U.S. Court of Appeals for the Ninth Circuit, 2005

Ashby v. Farmers Insurance

Ashby v. Farmers Insurance
U.S. Court of Appeals for the Ninth Circuit · Decided August 4, 2005 · Bybee, Hug, Reinhardt
143 F. App'x 55

Ashby v. Farmers Insurance

Opinion of the Court

MEMORANDUM**

Plaintiffs appeal from the district court’s grant of summary judgment. Relying on its previous decision in Mark v. Valley Insurance Co., 275 F.Supp.2d 1307, 1317 (D.Or. 2003), the district court held that, under the Fair Credit Reporting Act, there can be no “increase in any charge” if the policy is an initial policy and the rate is *56the first rate charged to the consumer.

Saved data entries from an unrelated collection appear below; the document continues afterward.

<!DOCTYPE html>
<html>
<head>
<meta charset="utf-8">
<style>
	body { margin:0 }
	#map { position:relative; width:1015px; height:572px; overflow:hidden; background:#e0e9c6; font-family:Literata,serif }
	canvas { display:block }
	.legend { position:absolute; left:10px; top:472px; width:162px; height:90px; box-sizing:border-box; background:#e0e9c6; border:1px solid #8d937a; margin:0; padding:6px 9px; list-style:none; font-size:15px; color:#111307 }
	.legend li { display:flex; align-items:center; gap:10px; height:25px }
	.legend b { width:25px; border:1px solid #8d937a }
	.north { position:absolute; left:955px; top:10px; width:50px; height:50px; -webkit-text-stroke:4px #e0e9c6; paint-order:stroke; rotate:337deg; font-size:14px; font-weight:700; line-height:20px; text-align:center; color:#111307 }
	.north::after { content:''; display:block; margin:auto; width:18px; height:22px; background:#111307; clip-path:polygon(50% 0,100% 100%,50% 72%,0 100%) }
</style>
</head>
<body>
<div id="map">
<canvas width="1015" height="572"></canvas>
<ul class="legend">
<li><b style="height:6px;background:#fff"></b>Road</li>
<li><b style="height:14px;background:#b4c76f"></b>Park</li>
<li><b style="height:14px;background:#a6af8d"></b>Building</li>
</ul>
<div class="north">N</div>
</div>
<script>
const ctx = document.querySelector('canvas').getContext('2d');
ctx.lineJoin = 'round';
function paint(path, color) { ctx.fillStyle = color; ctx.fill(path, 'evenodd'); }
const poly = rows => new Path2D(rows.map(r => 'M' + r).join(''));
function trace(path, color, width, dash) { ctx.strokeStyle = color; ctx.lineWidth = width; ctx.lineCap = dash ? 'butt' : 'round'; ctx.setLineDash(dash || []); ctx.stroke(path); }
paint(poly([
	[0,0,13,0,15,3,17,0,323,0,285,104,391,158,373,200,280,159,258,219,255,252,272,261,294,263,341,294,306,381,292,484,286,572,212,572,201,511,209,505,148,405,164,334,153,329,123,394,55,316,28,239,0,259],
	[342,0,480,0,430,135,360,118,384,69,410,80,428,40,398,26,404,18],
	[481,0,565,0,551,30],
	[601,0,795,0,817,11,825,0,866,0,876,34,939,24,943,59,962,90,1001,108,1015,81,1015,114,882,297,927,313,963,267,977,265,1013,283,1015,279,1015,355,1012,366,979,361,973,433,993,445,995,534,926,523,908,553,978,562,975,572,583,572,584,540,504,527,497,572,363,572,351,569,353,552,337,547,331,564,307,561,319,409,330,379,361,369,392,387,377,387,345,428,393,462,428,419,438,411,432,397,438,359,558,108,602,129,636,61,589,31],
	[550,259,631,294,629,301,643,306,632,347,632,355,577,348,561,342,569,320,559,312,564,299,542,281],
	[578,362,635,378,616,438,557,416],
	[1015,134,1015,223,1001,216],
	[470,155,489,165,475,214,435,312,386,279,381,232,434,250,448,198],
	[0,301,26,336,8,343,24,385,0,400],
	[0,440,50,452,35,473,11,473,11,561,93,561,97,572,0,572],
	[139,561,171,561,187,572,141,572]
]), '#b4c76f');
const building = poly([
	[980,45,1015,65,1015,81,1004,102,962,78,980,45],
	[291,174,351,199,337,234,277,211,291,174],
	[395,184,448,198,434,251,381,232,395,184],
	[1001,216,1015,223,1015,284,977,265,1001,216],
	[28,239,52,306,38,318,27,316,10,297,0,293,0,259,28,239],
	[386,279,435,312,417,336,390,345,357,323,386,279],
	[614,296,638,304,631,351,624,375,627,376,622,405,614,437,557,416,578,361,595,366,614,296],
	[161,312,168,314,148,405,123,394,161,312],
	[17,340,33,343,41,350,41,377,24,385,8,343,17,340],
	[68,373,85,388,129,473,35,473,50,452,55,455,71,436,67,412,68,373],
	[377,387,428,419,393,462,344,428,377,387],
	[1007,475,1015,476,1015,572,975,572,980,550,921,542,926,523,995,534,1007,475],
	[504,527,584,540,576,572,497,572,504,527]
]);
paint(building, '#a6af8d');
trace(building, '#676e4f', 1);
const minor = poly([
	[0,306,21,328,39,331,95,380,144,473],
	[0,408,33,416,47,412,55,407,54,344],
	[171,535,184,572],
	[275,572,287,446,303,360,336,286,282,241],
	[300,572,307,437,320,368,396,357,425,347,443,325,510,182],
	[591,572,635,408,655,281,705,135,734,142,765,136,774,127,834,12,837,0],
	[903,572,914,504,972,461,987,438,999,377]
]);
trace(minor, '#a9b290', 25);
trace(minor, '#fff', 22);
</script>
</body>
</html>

It also held that no adverse action occurs if the insurance company renews a policy at the same rate it previously charged the consumer. In light of Edo v. GEICO Casualty Co., No. 04-35279, we overrule these holdings and reverse and remand for proceedings consistent with that opinion.

REVERSED AND REMANDED

This disposition is not appropriate for publication and may not be cited to or by the courts of this circuit except as provided by Ninth Circuit Rule 36-3.